Agglomerative (AGNES)
Agglomerative clustering works in a bottom-up way. So, agglomerative clustering creates a hierarchical tree starting from the bottom and merging until one large cluster is formed at the top. How this works is, initially, every vector in the dataset is considered to be it’s own cluster. Then the two clusters that are most similar are combined into one larger cluster. This process is iterated until every single vector is part of one large cluster.
Divisive (DIANA)
Divisive clustering works in a top-down way. So, divisive clustering creates a hierarchical tree starting from the top in one large cluster and splitting until every vector is in their own cluster at the bottom. How this works is, initially every vector in the dataset is in one large cluster. Then the large cluster is split into two clusters that are most different from each other. This process the continues with the newly created cluster, until every single vector in the dataset is split into it’s own cluster.
Distance Measures
The similarity between two or more vectors is determined by the distance between them. This is why clustering requires numeric data. There are numerous different distance metrics that can be used. Some of the most common ones are Euclidean, Manhattan, and Cosine Similarity. Euclidean and Manhattan distance are both derived from Minkowski distance. Euclidean distance is equal to Minkowski distance when ‘p’ is equal to two and Manhattan distance is equal to Minkowski distance when ‘p’ is equal to one.
Euclidean Distance
Euclidean distance is defined as the square root of the sum of squares of the differences between two vectors in each dimension. This is the most common notion of distance and is the L2 norm. Euclidean distance is based on the most direct distance from point to point. However, Euclidean distance tends to be less useful when working with vectors with high dimensions. This is because at high dimensions any two points are going to be very far apart no matter how similar they are.
Manhattan Distance
The Manhattan distance is defined as the sum of the differences between two vectors in each dimension. This is the L1 norm. Manhattan distance is the distance if you had to travel along coordinates only, rather than finding the most direct path. As a result, Manhattan distance is typically used to calculate the fastest route between two points in a grid.
Cosine Similarity
Cosine Similarity is a distance metric that is based on the angle between the vectors from the origin to the points being measured. Cosine Similarity is considered non-Euclidean because it is based on the properties of the vectors rather than what their location is in a defined space. Since, Cosine Similarity is non-Euclidean, it is a good distance metric for high dimensional data.

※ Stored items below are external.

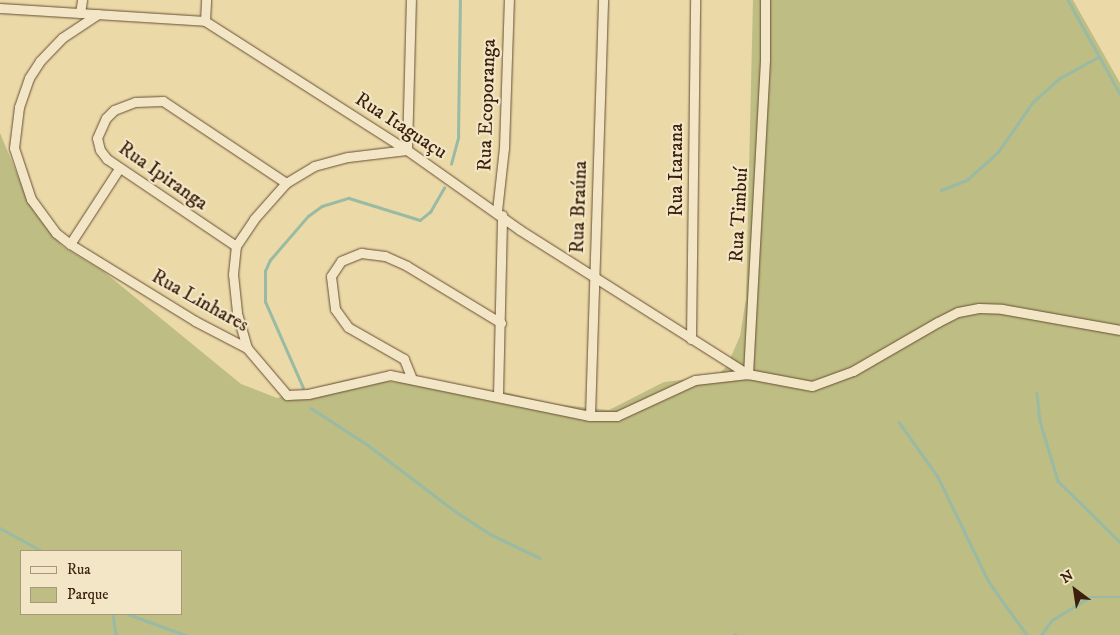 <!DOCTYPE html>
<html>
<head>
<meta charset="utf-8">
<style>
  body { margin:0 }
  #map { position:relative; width:1120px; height:635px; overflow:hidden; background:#ebd9a8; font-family:"IM FELL DW Pica",serif }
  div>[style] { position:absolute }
  .green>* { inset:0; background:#bebd83 }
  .stream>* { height:2.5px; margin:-1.25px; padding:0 1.25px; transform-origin:1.25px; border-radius:1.25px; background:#99baa4 }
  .roads { filter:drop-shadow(0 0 1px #684e34) drop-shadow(0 0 1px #684e34) }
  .minor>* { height:9px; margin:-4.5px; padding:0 4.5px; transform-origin:4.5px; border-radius:4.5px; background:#f2e6c6 }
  span { translate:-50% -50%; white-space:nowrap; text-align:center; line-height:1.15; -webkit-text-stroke:4.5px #f2e6c6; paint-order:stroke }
  .street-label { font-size:20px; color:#3c200d }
  .legend { position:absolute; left:20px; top:550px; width:162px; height:65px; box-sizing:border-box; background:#f2e6c6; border:1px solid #a9977c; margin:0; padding:6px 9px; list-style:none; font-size:15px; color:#3c200d }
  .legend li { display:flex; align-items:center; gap:10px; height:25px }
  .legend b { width:25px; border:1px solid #a9977c }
  .north { position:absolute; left:1050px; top:565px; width:50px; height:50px; -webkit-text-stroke:4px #f2e6c6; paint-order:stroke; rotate:329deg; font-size:14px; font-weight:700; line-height:20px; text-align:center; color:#3c200d }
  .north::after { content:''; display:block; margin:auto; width:18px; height:22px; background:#3c200d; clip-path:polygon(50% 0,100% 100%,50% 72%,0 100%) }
</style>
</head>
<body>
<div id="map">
  <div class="green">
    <i style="clip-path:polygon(evenodd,753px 0,1073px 0,1120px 83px,1120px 635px,0 635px,0 133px,30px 205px,62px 246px,103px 271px,241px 384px,277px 398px,354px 378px,508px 393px,554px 404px,609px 410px,664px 382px,717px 376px,727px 366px,740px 336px,746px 299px,753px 0,21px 551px,181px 551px,181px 614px,21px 614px,21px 551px)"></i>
  </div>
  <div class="stream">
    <i style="left:1068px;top:0;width:107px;rotate:61deg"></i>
    <i style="left:451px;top:164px;width:28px;rotate:-75deg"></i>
    <i style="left:458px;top:137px;width:137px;rotate:-89.2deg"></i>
    <i style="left:941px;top:190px;width:28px;rotate:-21deg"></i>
    <i style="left:967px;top:180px;width:42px;rotate:-42.1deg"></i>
    <i style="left:998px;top:152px;width:60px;rotate:-55.2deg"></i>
    <i style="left:1032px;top:103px;width:38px;rotate:-42deg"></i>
    <i style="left:1060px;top:78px;width:43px;rotate:-28.9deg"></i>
    <i style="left:303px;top:388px;width:94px;rotate:-113.8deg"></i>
    <i style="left:265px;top:302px;width:31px;rotate:-90deg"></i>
    <i style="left:265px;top:271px;width:12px;rotate:-66deg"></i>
    <i style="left:270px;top:260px;width:58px;rotate:-49.2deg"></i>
    <i style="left:308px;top:216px;width:17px;rotate:-36deg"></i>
    <i style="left:322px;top:206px;width:28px;rotate:-17deg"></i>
    <i style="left:349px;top:198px;width:74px;rotate:17.2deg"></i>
    <i style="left:420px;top:220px;width:13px;rotate:-39deg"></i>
    <i style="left:430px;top:212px;width:28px;rotate:-60deg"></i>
    <i style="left:1037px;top:393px;width:28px;rotate:84deg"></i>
    <i style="left:1040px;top:421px;width:63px;rotate:73.3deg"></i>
    <i style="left:1058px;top:481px;width:87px;rotate:44.5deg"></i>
    <i style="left:311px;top:408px;width:68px;rotate:33deg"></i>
    <i style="left:368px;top:445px;width:109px;rotate:37.2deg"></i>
    <i style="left:455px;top:511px;width:42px;rotate:33.3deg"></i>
    <i style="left:490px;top:534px;width:55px;rotate:25.6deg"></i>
    <i style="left:899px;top:422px;width:67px;rotate:54.7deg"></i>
    <i style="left:938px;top:477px;width:117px;rotate:64.1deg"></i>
    <i style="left:989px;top:582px;width:65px;rotate:54.4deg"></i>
    <i style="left:0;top:528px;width:48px;rotate:28.7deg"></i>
    <i style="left:113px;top:614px;width:21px;rotate:82deg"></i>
    <i style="left:128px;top:614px;width:61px;rotate:20.2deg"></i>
    <i style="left:735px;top:634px;width:1px;rotate:45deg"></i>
    <i style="left:1041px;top:635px;width:19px;rotate:-54deg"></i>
    <i style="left:1052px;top:620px;width:44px;rotate:-31.2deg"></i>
    <i style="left:1090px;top:597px;width:30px"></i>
  </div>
  <div class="roads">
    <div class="minor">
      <i style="left:0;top:8px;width:205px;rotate:3.6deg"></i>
      <i style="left:205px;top:21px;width:240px;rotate:32.6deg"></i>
      <i style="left:407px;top:150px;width:138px;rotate:35.3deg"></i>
      <i style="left:520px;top:230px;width:270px;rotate:32.3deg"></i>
      <i style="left:80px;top:13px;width:13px;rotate:-81deg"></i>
      <i style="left:98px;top:14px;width:43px;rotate:146.3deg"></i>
      <i style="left:62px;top:38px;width:32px;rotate:134deg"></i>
      <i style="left:40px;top:61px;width:20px;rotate:123deg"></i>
      <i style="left:29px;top:78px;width:31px;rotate:109deg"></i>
      <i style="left:19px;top:107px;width:41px;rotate:97deg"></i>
      <i style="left:14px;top:148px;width:54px;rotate:71.6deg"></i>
      <i style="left:31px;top:199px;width:42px;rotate:53.7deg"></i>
      <i style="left:56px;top:233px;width:18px;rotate:38deg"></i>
      <i style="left:70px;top:244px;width:147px;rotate:31.6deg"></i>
      <i style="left:195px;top:321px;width:59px;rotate:27.4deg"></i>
      <i style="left:247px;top:348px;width:62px;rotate:49.6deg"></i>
      <i style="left:287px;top:395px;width:21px;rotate:-3deg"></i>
      <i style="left:308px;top:394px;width:84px;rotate:-13deg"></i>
      <i style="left:390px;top:375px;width:204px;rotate:11.6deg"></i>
      <i style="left:590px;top:416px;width:27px"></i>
      <i style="left:617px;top:416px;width:86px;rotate:-24.8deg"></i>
      <i style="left:695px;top:380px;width:53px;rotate:-6.5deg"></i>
      <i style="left:748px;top:374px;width:65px;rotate:10.6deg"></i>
      <i style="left:812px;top:386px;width:44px;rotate:-20.1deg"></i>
      <i style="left:853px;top:371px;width:98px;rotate:-30deg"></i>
      <i style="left:938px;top:322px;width:22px;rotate:-27deg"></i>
      <i style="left:958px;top:312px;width:21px;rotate:-11deg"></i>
      <i style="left:979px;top:308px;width:23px;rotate:2deg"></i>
      <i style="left:1002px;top:309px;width:120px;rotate:10.1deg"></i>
      <i style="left:205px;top:21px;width:21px;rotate:-87deg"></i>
      <i style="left:407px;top:150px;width:150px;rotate:-88.5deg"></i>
      <i style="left:497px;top:211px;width:63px;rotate:-83.7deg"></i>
      <i style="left:504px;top:148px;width:148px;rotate:-88.1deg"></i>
      <i style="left:70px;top:244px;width:88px;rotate:-57deg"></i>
      <i style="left:236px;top:246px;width:156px;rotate:-146deg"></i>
      <i style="left:107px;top:159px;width:11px;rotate:-128deg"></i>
      <i style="left:100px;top:150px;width:12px;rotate:-104deg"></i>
      <i style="left:97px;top:138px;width:22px;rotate:-66deg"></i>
      <i style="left:106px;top:118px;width:11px;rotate:-45deg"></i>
      <i style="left:114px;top:110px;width:22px;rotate:-21deg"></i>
      <i style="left:135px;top:102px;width:28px;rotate:-2deg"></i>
      <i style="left:163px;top:101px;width:148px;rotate:33.7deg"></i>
      <i style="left:691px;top:339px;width:339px;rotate:-89.3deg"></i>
      <i style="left:247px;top:348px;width:37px;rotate:-106deg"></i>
      <i style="left:237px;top:312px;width:38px;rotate:-96deg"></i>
      <i style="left:233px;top:274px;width:28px;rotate:-84deg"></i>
      <i style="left:236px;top:246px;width:32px;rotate:-56deg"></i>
      <i style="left:254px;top:219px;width:48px;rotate:-48.4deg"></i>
      <i style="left:286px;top:183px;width:33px;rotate:-31deg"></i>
      <i style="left:314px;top:166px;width:35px;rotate:-15deg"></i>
      <i style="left:348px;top:157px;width:59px;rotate:-6.8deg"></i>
      <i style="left:748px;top:374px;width:315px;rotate:-86.9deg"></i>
      <i style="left:765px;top:59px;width:59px;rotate:-90deg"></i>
      <i style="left:412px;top:379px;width:22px;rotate:-112deg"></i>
      <i style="left:404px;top:359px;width:64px;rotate:-150.3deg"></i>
      <i style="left:348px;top:327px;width:22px;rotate:-126deg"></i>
      <i style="left:335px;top:309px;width:33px;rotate:-97deg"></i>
      <i style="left:331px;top:276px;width:18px;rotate:-56deg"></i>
      <i style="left:341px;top:261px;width:22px;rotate:-22deg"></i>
      <i style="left:361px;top:253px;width:24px;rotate:7deg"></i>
      <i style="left:385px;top:256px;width:24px;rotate:24deg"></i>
      <i style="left:407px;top:266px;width:110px;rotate:31.2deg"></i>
      <i style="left:498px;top:395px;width:180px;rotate:-88.7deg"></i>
      <i style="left:590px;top:416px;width:416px;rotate:-88.2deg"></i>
    </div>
  </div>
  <div class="street-label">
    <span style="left:487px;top:105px;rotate:-88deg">Rua Ecoporanga</span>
    <span style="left:401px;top:126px;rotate:33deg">Rua Itaguaçu</span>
    <span style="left:676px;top:170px;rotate:-90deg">Rua Itarana</span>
    <span style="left:163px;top:176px;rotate:35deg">Rua Ipiranga</span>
    <span style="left:579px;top:207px;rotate:-88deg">Rua Braúna</span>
    <span style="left:739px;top:215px;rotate:-87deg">Rua Timbuí</span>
    <span style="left:200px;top:301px;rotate:29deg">Rua Linhares</span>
  </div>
  <ul class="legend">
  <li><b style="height:6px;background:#f2e6c6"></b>Rua</li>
  <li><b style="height:14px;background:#bebd83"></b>Parque</li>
  </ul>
  <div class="north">N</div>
</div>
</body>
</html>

Clustering in this Project
Since, the data used in this project is labeled, clustering will be used mainly to confirm these labels, but also to see if clustering can be used to predict labels. Clustering will be done on both the ‘gbg’ dataset and some news articles, to show clustering with text also. The ‘gbg’ dataset has total labels. So, clustering on the ‘gbg’ dataset will be done to try and determine that the games can be clustered how those labels say it should. If they can, then clustering will be used to try and correctly predict, if a game should go in the ‘Over’ or ‘Under’ cluster. The articles are labeled by topic. So, clustering on the articles will attempt to determine if articles can be correctly clustered based on the text content they contain.